Crucial to that is a better understanding of customer journeys, to which end Walgreens is tapping the vast amount of data generated by its shoppers in order to put a value on potential new delivery options.

“We literally have customer-experience designers who are laying out the five to ten most profitable customer journeys that we have in the company,” Mehra reported. “And they’re figuring out how we can – from a customer service design standpoint – take friction out of each part of that journey.”

Equally significant, though, is that Walgreens serves a wide range of communities across the United States – and, therefore, wants to meet consumer needs in a “democratized” way.

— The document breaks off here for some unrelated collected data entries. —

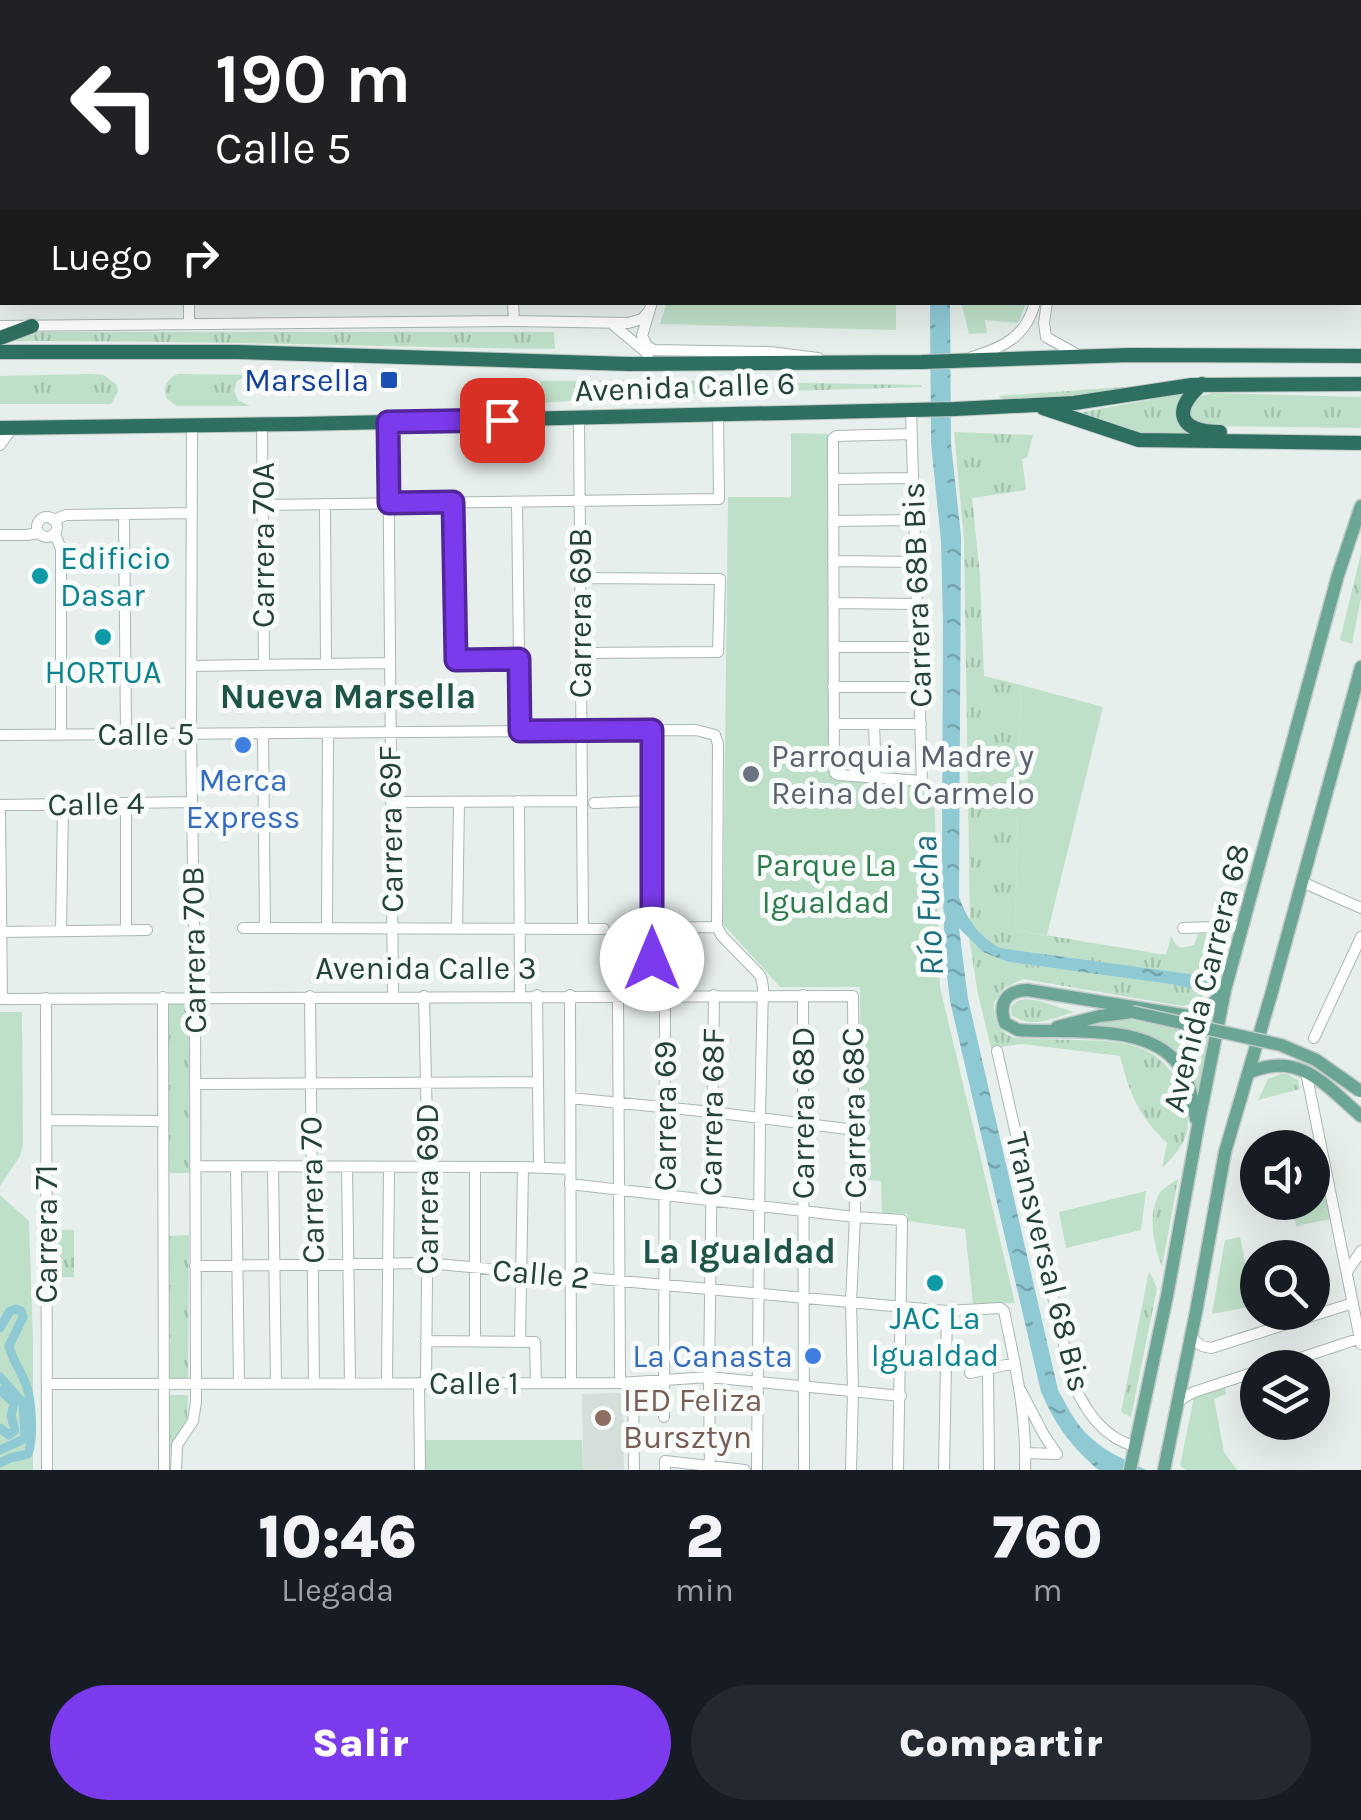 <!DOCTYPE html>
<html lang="es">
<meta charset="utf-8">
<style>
body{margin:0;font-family:Karla,sans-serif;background:#242831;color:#f1f3f6;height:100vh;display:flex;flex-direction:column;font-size:38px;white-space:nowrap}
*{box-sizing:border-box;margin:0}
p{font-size:32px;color:#9ea1a6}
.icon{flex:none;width:55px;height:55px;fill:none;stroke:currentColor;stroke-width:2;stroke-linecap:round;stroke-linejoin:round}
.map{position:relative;height:1470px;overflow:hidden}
.drawer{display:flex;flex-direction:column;background:#171b24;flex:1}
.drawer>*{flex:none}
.top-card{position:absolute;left:0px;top:0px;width:1362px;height:305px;box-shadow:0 10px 40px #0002;background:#202124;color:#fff;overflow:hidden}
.controls{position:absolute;left:1240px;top:1130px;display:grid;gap:20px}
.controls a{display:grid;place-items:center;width:90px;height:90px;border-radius:50%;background:#171b24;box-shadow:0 10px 40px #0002;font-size:50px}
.pin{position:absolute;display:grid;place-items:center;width:85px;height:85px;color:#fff;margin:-42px;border-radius:20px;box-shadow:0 5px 15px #0006}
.me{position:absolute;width:110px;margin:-55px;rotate:0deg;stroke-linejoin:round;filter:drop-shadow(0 0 8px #0008)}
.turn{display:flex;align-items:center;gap:35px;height:210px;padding:0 50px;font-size:45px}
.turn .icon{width:130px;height:130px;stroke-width:2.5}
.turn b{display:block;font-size:70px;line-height:85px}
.then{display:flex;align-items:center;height:95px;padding:0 50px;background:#0003;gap:20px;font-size:38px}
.eta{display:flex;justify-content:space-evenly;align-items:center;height:170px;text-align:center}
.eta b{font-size:60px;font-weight:800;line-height:70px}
.action{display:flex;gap:20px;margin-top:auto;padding:20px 50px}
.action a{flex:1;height:115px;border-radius:60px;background:#7c3aed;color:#fff;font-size:40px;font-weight:800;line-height:115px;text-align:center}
.action a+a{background:#242831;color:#f1f3f6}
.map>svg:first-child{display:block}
</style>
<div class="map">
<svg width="1361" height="1470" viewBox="0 0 1361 1470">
<defs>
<pattern id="grass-tufts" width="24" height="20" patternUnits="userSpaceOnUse" patternTransform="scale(2.5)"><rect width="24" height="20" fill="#bfe0c8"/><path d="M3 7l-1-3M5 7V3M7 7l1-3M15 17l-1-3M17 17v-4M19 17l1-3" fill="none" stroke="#a4c1ad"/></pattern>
<pattern id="water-ripples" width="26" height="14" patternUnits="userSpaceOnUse" patternTransform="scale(2.5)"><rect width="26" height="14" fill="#8ec9d4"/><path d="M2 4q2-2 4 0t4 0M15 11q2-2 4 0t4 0" fill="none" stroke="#74a5ad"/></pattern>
</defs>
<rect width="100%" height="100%" fill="#e6efeb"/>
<path fill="#d4dfda" d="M619 1393 623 1397 624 1470H583L582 1394Z"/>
<path fill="url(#grass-tufts)" d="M28 332H554L555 349C373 347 191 340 9 341Z
M89 374 104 375 117 385 118 392 111 404H0V376Z
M178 374 249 375 237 381 234 391 238 400 250 406H177L167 399C162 387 167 379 178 374Z
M644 380 921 385 922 387 646 395 541 403 540 381Z
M1176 383 1075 398 1006 400 998 396Z
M1212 393 1361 397V428L1203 426 1196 424 1189 413 1192 399Z
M1182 394C1175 411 1179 427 1196 437L1137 435 1072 414Z
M954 432 1033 435 1027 458 1022 459 1026 490 972 498 980 576 984 676 1021 685 1015 930 1166 955 1171 936 1176 945 1182 948 1194 945 1198 934 1212 933 1199 976 1000 948C987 942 978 933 970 921L964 540Z
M1361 553V597L1352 644 1340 640Z
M969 938 983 952 1008 962 1170 984 1207 992 1196 1003 1182 1006 1023 979 1004 988 994 1002C993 1018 998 1032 1014 1038 1035 1039 1056 1040 1077 1040 1127 1041 1167 1044 1184 1099 1194 1132 1185 1145 1162 1168L1167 1143C1138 1115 1130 1095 1120 1056L1022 1044 991 1048 978 994Z
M1025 999 1039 1001 1074 1012C1054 1018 1030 1030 1012 1015L1011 1007 1017 1001Z
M168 1002H189L190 1173H169Z
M1112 1019H1128L1208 1036 1197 1101 1175 1055 1072 1027Z
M1281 1074H1287L1298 1080 1300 1089 1258 1100 1268 1079Z
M1178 1179 1162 1267C1154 1246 1147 1216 1159 1194 1163 1188 1172 1183 1178 1179Z
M51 1230H74V1277H51Z
M189 1235 188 1380 170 1381 169 1236Z
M1149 1271 1157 1288 1131 1417 1121 1412Z
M168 1395H188L187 1422 172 1446 168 1456Z"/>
<path fill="#bfe0c8" d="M667 302 896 303V330L660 324Z
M961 302H1026V303L1018 323 985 320 987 333 969 334Z
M791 433 828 434 830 771 836 780 934 787 940 987 1015 1303 973 1304 965 1229 908 1221 907 1214 882 1213 881 1181 861 1180 860 987H780L723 924 728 497H791Z
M1021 685 1103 707 1047 935 1015 930Z
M0 1012H22L23 1144 20 1156 0 1186Z
M1320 1171 1330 1219 1296 1226 1291 1203 1312 1202 1313 1173Z
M1146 1191 1141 1230 1066 1248 1059 1212Z
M0 1195 29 1221 33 1341V1470H0Z
M1240 1237 1254 1306 1212 1314 1225 1240Z
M1225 1388 1226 1394 1214 1399 1224 1452 1237 1470H1186L1180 1466 1194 1397Z
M425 1440H582L583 1470H425Z"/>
<path fill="url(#water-ripples)" d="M930 303H950L951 444 961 536 959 897C967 919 979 937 1000 948L1189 974 1211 979 1207 992 1170 984 1008 962 983 952 959 928 968 999 1058 1390C1067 1406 1076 1425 1090 1437 1105 1452 1128 1461 1146 1470H1099L1096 1468C1067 1441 1057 1427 1041 1392L950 1001 945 959 942 862 943 622 941 541 931 443Z"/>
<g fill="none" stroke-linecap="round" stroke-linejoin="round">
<path stroke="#8ec9d4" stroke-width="9" d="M0 1328 10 1311 16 1309 21 1311 23 1317 9 1346C12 1359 20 1370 25 1382 32 1398 34 1438 28 1454L10 1458 0 1463
M0 1377 23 1403 25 1435 24 1439 0 1450
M0 1390 14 1403 11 1416 15 1430 9 1435 0 1428"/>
<g stroke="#a8b8b2" stroke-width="12">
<path id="minor" d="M51 0 55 2
M319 0V2
M511 0V2
M700 0 709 2
M1121 0 1126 2
M188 2V0
M686 2V0
M738 2 739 0
M1099 2 1100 0
M1360 105 1361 106
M1360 188 1361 189
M1360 201 1361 202
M0 202H2
M513 302 514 321
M652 302 642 336 647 346 654 350 770 352 818 358
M1047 302 1044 323 1046 337 1080 356
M611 323 648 354
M189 324V302
M0 326 514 321 628 323 642 319 649 311
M972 357C1003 348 1027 336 1035 302
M911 410 922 781 839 775 835 773 834 768 833 439 836 436 912 434
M579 418 583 929
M388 422 393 996
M262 425 264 665
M0 445 12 428
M833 479 913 478
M517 502 520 731
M453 503 456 660 519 659
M325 504 326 664
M263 505 719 499 718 413
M124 514 126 734
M37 527a10 10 0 1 1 20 0a10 10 0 1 1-20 0Z
M53 520 66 515 192 513
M833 521 914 520
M55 534 61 549V735
M0 535H27L38 533
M833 561 916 562
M580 578 720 579 718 652 581 653
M833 603 917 604
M834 647H918
M191 666 390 663
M833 687H920
M834 724H921
M874 724 876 778
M263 733 265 928
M0 735 696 730 715 735 718 744 717 927 722 936 757 972 761 977 763 987 760 1117 757 1470
M519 801 520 995
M391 802 582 801
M126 803V930
M594 803 652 801
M0 805 192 802
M0 806 2 999
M1302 882 1361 908
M243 928 604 929
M327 928 328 733
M652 928 717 927
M1183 928 1243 926
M457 929 459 802
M61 931 63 804
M0 932 147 930
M537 995 539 1167
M570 995 571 1383
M618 995 620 1383
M652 995V730
M803 995 804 1470
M310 996 314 1383
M424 996 428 1167 426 1383
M163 997 164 1470
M46 998 47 1470
M0 999 853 996 855 1217 851 1302 853 1391 851 1470
M1314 1038 1361 937
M997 1051 1073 1384C1088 1414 1103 1437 1136 1447
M1306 1072 1361 1344
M195 1084 538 1082
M570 1098 712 1112 855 1130
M46 1120 163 1121
M195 1166 523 1167 570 1169
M236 1166 239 1383
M273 1166 276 1383
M347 1167 350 1383
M570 1184 855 1217 902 1220 898 1470
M195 1266 427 1263 947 1311 1000 1308 1004 1311C1015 1363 1027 1417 1025 1470
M1347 1272 1361 1251
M1191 1338 1202 1346 1211 1348 1353 1303
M426 1341 535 1342 536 1383
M475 1341V1167
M520 1342 523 1167
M1270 1368 1361 1338
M988 1369 989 1470
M970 1373 1015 1363
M633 1382 634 1470
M387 1383 389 1167
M419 1383 420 1470
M47 1384 620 1383 709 1377 901 1396
M1021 1391 1044 1435 1057 1454
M1178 1401 1194 1392 1258 1371
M664 1417 665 995
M1025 1453 1057 1454
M176 1470 177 1445 193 1421 196 1402 195 997 191 734 192 426
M665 1470V1461L745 1470
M710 1470 709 1377 714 995
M944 1470 947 1311"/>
</g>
<g stroke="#c2cac8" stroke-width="15">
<path id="major" d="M1057 1027 1100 1016 1132 1012
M1248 1073C1299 1050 1325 1085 1361 1116
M1196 1119C1193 1101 1190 1083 1180 1067 1150 1021 1065 1034 1018 1030L1005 1023C998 1003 1006 991 1027 990L1189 1016 1205 1011 1224 992
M1130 1470 1167 1296 1198 1126 1225 990 1338 575 1361 506
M1164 1470 1196 1312 1225 1152 1271 995 1361 667"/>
</g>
<g stroke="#c2cac8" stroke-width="16">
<path id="highway" d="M0 338 32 326
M0 352H237L629 364 922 362 1130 355 1361 356
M1202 384C1171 411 1179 432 1220 432
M1043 408 1139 440 1361 443
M0 428 298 424 955 409 1074 403 1192 385 1361 384"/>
</g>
<use href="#minor" stroke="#fff" stroke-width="10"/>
<use href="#major" stroke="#6aa596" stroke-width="12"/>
<use href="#highway" stroke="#2f6f62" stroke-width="14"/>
<g stroke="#c2cac8" stroke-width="15" stroke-linecap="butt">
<path id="major-bridge" d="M1132 1012 1281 1045 1316 1060 1360 1091"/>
</g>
<use href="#major-bridge" stroke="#6aa596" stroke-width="12"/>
</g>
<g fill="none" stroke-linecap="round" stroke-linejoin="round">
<g stroke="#51269a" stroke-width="25">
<path id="route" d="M502 420 388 422 389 503 453 502 456 660 519 659 520 731 652 730V959"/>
</g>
<use href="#route" stroke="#7c3aed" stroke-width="18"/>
</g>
<rect fill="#1a4fb4" stroke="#f7fbf9" stroke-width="4" x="379" y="370" width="20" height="20" rx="5"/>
<g fill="#0f9aa8" stroke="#f7fbf9" stroke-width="4">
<circle cx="40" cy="576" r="10"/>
<circle cx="103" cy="637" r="10"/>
<circle cx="935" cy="1283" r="10"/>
</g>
<g fill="#3f7fe0" stroke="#f7fbf9" stroke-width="4">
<circle cx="243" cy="745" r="10"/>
<circle cx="813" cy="1356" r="10"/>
</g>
<circle fill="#6b7280" stroke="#f7fbf9" stroke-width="4" cx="751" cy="774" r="10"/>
<circle fill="#8d6e63" stroke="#f7fbf9" stroke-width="4" cx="603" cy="1418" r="10"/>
<g text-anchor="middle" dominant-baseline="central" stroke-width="10" stroke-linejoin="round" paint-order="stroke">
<g font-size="32" fill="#164399" stroke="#f7fbf9" text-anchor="end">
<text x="369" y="380">Marsella</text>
</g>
<g font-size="32" fill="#24423a" stroke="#f7fbf9">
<text transform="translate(685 387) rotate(-2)">Avenida Calle 6</text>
<text transform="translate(263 545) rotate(-90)">Carrera 70A</text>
<text transform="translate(917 595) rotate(-92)">Carrera 68B Bis</text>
<text transform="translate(580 613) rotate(-90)">Carrera 69B</text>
<text x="146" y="734">Calle 5</text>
<text transform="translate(96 804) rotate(-1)">Calle 4</text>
<text transform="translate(391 829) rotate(-91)">Carrera 69F</text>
<text transform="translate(194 950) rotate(-91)">Carrera 70B</text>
<text x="426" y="968">Avenida Calle 3</text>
<text transform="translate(1206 978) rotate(-76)">Avenida Carrera 68</text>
<text transform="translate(712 1112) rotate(-89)">Carrera 68F</text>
<text transform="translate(803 1113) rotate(-90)">Carrera 68D</text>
<text transform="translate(854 1113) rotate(-91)">Carrera 68C</text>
<text transform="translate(665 1116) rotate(-90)">Carrera 69</text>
<text transform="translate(427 1189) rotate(-90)">Carrera 69D</text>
<text transform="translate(312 1190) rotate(-91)">Carrera 70</text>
<text transform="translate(46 1234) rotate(-90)">Carrera 71</text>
<text transform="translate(1048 1262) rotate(76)">Transversal 68 Bis</text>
<text transform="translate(541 1274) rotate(5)">Calle 2</text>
<text x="474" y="1383">Calle 1</text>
</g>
<g font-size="32" fill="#0d838f" stroke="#f7fbf9">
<text x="60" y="558" text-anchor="start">Edificio<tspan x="60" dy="37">Dasar</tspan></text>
<text x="103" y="672">HORTUA</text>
<text x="935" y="1318">JAC La<tspan x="935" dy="37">Igualdad</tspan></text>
</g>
<g font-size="32" fill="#5b616d" stroke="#f7fbf9" text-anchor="start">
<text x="771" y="756">Parroquia Madre y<tspan x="771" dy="37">Reina del Carmelo</tspan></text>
</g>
<g font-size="32" fill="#366cbe" stroke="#f7fbf9">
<text x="243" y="780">Merca<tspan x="243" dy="37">Express</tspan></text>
<text x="793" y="1356" text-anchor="end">La Canasta</text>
</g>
<g font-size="32" fill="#2d7a4b" stroke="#f7fbf9">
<text x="826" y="865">Parque La<tspan x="826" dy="37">Igualdad</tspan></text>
</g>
<g font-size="32" fill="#785e54" stroke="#f7fbf9" text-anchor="start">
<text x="623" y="1400">IED Feliza<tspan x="623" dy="37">Bursztyn</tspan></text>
</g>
<g font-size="35" font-weight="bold" fill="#1f5548" stroke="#f7fbf9">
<text x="348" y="696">Nueva Marsella</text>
<text x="739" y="1251">La Igualdad</text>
</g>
<g font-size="35" font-style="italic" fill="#1c6f80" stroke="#f7fbf9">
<text transform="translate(928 906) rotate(-93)">Río Fucha</text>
</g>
</g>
</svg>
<div class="controls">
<a><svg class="icon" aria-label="sound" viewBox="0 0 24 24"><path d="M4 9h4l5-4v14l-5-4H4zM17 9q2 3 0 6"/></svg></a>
<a><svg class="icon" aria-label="search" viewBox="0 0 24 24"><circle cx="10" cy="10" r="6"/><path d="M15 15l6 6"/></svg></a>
<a><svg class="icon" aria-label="layers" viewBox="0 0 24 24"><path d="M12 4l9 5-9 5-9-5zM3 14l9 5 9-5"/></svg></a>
</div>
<div class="pin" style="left:502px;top:420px;background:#d93025"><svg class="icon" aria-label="arrive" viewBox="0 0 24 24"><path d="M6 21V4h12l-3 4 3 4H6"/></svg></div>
<svg class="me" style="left:652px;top:959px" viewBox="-20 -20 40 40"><circle r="19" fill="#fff"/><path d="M0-13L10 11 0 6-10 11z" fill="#7c3aed"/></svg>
<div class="top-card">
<div class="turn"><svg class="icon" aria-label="left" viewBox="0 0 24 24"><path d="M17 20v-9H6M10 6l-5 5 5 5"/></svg><div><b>190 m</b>Calle 5</div></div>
<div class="then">Luego<svg class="icon" aria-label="right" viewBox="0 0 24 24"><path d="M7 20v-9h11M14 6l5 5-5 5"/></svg></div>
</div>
</div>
<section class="drawer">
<div class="eta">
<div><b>10:46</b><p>Llegada</p></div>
<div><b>2</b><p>min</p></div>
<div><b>760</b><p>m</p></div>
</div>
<div class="action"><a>Salir</a><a>Compartir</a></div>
</section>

“There is no one-size-fits-all solution to last mile and limiting customer effort to acquire goods and services,” Mehra said. “I think that’s one of the most important things that we’re learning.”

“What we’re surmising and learning is that you need a portfolio of last-mile solutions.” And while delivery is going to be a big part of that, he added, “how do you also use your physical assets, your stores, and your team members to deliver last-mile experiences as [shoppers] need them?”